## DIRECTIONS
Your job is to copy the lines from the material that include "Rotarios".

## MATERIAL FOR THIS TASK
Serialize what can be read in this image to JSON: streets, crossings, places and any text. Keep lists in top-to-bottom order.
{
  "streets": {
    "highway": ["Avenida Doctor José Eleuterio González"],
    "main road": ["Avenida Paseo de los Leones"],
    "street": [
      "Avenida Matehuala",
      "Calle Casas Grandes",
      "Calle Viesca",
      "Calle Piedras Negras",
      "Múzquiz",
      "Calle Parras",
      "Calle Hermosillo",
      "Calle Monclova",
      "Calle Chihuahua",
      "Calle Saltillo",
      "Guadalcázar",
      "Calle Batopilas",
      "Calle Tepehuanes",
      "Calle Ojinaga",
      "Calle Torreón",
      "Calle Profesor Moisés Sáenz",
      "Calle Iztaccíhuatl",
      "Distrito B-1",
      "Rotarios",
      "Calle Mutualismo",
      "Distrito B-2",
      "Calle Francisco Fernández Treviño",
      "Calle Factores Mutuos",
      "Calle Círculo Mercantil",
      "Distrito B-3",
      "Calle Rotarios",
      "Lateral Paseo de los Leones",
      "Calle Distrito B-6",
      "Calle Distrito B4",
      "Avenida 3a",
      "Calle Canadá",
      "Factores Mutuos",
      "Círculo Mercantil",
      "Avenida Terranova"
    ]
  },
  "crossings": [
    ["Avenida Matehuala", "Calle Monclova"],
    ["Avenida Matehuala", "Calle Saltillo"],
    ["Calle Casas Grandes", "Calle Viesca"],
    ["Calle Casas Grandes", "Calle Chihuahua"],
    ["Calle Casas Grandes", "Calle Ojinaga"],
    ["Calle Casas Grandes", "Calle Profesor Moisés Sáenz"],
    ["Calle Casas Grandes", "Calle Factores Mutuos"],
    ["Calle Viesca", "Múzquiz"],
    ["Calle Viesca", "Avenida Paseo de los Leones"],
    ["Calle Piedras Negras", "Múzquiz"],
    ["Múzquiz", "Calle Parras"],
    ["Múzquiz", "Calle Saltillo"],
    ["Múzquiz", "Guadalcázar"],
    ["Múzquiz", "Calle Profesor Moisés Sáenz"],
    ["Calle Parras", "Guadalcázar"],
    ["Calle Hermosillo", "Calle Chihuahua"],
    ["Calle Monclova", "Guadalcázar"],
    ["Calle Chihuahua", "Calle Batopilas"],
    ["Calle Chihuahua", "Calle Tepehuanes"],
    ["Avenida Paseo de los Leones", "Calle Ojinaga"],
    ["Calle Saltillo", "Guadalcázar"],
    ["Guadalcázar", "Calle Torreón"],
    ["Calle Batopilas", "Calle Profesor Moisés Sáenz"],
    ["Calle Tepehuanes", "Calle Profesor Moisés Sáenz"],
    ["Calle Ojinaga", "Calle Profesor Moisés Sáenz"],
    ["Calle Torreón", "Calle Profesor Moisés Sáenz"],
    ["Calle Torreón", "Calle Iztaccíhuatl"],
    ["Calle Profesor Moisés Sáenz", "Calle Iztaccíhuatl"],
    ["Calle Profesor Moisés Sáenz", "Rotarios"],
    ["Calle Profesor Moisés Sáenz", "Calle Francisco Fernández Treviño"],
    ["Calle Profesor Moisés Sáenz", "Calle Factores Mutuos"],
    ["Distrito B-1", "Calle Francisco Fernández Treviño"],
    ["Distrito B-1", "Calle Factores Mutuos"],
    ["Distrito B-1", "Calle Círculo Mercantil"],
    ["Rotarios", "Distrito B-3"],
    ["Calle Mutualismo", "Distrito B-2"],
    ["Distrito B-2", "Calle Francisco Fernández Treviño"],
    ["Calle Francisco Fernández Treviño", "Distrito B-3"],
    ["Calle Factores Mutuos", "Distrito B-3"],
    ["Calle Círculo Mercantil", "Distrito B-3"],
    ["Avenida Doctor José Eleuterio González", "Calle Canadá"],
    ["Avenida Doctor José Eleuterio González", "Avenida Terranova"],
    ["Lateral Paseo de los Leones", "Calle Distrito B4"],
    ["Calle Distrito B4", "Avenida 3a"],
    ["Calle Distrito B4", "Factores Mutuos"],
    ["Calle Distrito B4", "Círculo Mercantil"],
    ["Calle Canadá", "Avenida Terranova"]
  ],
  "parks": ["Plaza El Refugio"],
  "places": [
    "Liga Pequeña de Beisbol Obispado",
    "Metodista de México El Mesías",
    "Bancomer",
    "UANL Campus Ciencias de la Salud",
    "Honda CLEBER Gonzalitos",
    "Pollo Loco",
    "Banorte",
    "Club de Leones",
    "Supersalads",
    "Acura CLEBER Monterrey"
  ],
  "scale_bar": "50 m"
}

## OUTPUT FOR THIS EXERCISE
      "Rotarios",
      "Calle Rotarios",
    ["Calle Profesor Moisés Sáenz", "Rotarios"],
    ["Rotarios", "Distrito B-3"],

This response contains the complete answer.